WHAT NEEDS TO BE DONE: The entire listing below needs to be transcribed word for word.

★ ★ ★

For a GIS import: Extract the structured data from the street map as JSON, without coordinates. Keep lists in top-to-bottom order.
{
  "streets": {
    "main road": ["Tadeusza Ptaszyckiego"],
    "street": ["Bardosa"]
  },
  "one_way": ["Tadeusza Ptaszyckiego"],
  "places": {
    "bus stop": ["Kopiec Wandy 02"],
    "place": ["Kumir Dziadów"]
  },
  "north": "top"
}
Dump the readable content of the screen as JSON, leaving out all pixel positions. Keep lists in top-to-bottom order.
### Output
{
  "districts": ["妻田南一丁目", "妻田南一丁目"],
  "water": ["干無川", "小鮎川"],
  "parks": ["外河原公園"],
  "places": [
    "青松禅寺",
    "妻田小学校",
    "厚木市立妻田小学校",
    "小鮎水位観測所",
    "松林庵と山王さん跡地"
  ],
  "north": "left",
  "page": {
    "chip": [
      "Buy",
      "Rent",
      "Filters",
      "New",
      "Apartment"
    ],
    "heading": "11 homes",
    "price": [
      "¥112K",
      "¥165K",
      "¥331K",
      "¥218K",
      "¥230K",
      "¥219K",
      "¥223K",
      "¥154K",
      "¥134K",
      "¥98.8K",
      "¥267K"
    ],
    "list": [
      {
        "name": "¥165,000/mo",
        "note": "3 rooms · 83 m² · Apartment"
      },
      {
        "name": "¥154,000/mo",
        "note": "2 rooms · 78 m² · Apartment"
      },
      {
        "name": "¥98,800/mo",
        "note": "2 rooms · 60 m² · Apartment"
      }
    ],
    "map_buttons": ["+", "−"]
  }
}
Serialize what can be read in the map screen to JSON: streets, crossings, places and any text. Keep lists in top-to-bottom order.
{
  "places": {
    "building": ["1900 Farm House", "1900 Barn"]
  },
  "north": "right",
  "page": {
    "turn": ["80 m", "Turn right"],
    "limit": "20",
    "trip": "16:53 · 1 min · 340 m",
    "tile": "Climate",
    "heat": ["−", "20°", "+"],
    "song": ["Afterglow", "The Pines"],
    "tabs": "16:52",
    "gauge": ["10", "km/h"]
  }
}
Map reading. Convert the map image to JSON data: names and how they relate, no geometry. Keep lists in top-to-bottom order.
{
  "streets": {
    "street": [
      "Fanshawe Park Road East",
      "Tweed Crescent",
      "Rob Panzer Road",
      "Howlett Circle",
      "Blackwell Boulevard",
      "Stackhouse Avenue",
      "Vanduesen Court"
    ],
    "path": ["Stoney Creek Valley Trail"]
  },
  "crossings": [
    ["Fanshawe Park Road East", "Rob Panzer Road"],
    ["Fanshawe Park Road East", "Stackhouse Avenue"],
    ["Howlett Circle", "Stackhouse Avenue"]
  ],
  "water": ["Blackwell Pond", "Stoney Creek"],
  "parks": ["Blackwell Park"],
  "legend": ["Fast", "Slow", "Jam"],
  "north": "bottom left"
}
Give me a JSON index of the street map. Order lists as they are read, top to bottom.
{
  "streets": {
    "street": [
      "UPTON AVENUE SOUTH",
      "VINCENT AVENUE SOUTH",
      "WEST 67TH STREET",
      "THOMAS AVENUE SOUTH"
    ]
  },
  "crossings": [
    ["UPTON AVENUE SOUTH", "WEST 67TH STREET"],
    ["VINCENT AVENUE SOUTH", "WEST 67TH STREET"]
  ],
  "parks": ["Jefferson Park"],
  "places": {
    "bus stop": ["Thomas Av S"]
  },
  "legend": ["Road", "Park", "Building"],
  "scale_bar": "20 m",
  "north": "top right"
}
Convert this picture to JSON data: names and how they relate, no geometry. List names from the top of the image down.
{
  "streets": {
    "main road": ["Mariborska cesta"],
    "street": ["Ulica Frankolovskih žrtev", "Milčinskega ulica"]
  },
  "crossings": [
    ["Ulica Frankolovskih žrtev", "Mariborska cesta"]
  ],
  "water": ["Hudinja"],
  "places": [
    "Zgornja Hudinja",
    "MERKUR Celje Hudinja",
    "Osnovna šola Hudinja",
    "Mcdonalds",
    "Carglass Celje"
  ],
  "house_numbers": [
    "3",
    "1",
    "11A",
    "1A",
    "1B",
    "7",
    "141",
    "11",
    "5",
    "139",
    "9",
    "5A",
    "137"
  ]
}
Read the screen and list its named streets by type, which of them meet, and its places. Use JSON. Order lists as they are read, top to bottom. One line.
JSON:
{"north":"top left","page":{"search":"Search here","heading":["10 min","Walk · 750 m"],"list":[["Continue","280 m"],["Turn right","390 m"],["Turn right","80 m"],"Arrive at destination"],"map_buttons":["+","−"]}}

★ ★ ★

FINISHED TASK:
For a GIS import: Extract the structured data from the street map as JSON, without coordinates. Keep lists in top-to-bottom order.
{
  "streets": {
    "main road": ["Tadeusza Ptaszyckiego"],
    "street": ["Bardosa"]
  },
  "one_way": ["Tadeusza Ptaszyckiego"],
  "places": {
    "bus stop": ["Kopiec Wandy 02"],
    "place": ["Kumir Dziadów"]
  },
  "north": "top"
}
Dump the readable content of the screen as JSON, leaving out all pixel positions. Keep lists in top-to-bottom order.
### Output
{
  "districts": ["妻田南一丁目", "妻田南一丁目"],
  "water": ["干無川", "小鮎川"],
  "parks": ["外河原公園"],
  "places": [
    "青松禅寺",
    "妻田小学校",
    "厚木市立妻田小学校",
    "小鮎水位観測所",
    "松林庵と山王さん跡地"
  ],
  "north": "left",
  "page": {
    "chip": [
      "Buy",
      "Rent",
      "Filters",
      "New",
      "Apartment"
    ],
    "heading": "11 homes",
    "price": [
      "¥112K",
      "¥165K",
      "¥331K",
      "¥218K",
      "¥230K",
      "¥219K",
      "¥223K",
      "¥154K",
      "¥134K",
      "¥98.8K",
      "¥267K"
    ],
    "list": [
      {
        "name": "¥165,000/mo",
        "note": "3 rooms · 83 m² · Apartment"
      },
      {
        "name": "¥154,000/mo",
        "note": "2 rooms · 78 m² · Apartment"
      },
      {
        "name": "¥98,800/mo",
        "note": "2 rooms · 60 m² · Apartment"
      }
    ],
    "map_buttons": ["+", "−"]
  }
}
Serialize what can be read in the map screen to JSON: streets, crossings, places and any text. Keep lists in top-to-bottom order.
{
  "places": {
    "building": ["1900 Farm House", "1900 Barn"]
  },
  "north": "right",
  "page": {
    "turn": ["80 m", "Turn right"],
    "limit": "20",
    "trip": "16:53 · 1 min · 340 m",
    "tile": "Climate",
    "heat": ["−", "20°", "+"],
    "song": ["Afterglow", "The Pines"],
    "tabs": "16:52",
    "gauge": ["10", "km/h"]
  }
}
Map reading. Convert the map image to JSON data: names and how they relate, no geometry. Keep lists in top-to-bottom order.
{
  "streets": {
    "street": [
      "Fanshawe Park Road East",
      "Tweed Crescent",
      "Rob Panzer Road",
      "Howlett Circle",
      "Blackwell Boulevard",
      "Stackhouse Avenue",
      "Vanduesen Court"
    ],
    "path": ["Stoney Creek Valley Trail"]
  },
  "crossings": [
    ["Fanshawe Park Road East", "Rob Panzer Road"],
    ["Fanshawe Park Road East", "Stackhouse Avenue"],
    ["Howlett Circle", "Stackhouse Avenue"]
  ],
  "water": ["Blackwell Pond", "Stoney Creek"],
  "parks": ["Blackwell Park"],
  "legend": ["Fast", "Slow", "Jam"],
  "north": "bottom left"
}
Give me a JSON index of the street map. Order lists as they are read, top to bottom.
{
  "streets": {
    "street": [
      "UPTON AVENUE SOUTH",
      "VINCENT AVENUE SOUTH",
      "WEST 67TH STREET",
      "THOMAS AVENUE SOUTH"
    ]
  },
  "crossings": [
    ["UPTON AVENUE SOUTH", "WEST 67TH STREET"],
    ["VINCENT AVENUE SOUTH", "WEST 67TH STREET"]
  ],
  "parks": ["Jefferson Park"],
  "places": {
    "bus stop": ["Thomas Av S"]
  },
  "legend": ["Road", "Park", "Building"],
  "scale_bar": "20 m",
  "north": "top right"
}
Convert this picture to JSON data: names and how they relate, no geometry. List names from the top of the image down.
{
  "streets": {
    "main road": ["Mariborska cesta"],
    "street": ["Ulica Frankolovskih žrtev", "Milčinskega ulica"]
  },
  "crossings": [
    ["Ulica Frankolovskih žrtev", "Mariborska cesta"]
  ],
  "water": ["Hudinja"],
  "places": [
    "Zgornja Hudinja",
    "MERKUR Celje Hudinja",
    "Osnovna šola Hudinja",
    "Mcdonalds",
    "Carglass Celje"
  ],
  "house_numbers": [
    "3",
    "1",
    "11A",
    "1A",
    "1B",
    "7",
    "141",
    "11",
    "5",
    "139",
    "9",
    "5A",
    "137"
  ]
}
Read the screen and list its named streets by type, which of them meet, and its places. Use JSON. Order lists as they are read, top to bottom. One line.
JSON:
{"north":"top left","page":{"search":"Search here","heading":["10 min","Walk · 750 m"],"list":[["Continue","280 m"],["Turn right","390 m"],["Turn right","80 m"],"Arrive at destination"],"map_buttons":["+","−"]}}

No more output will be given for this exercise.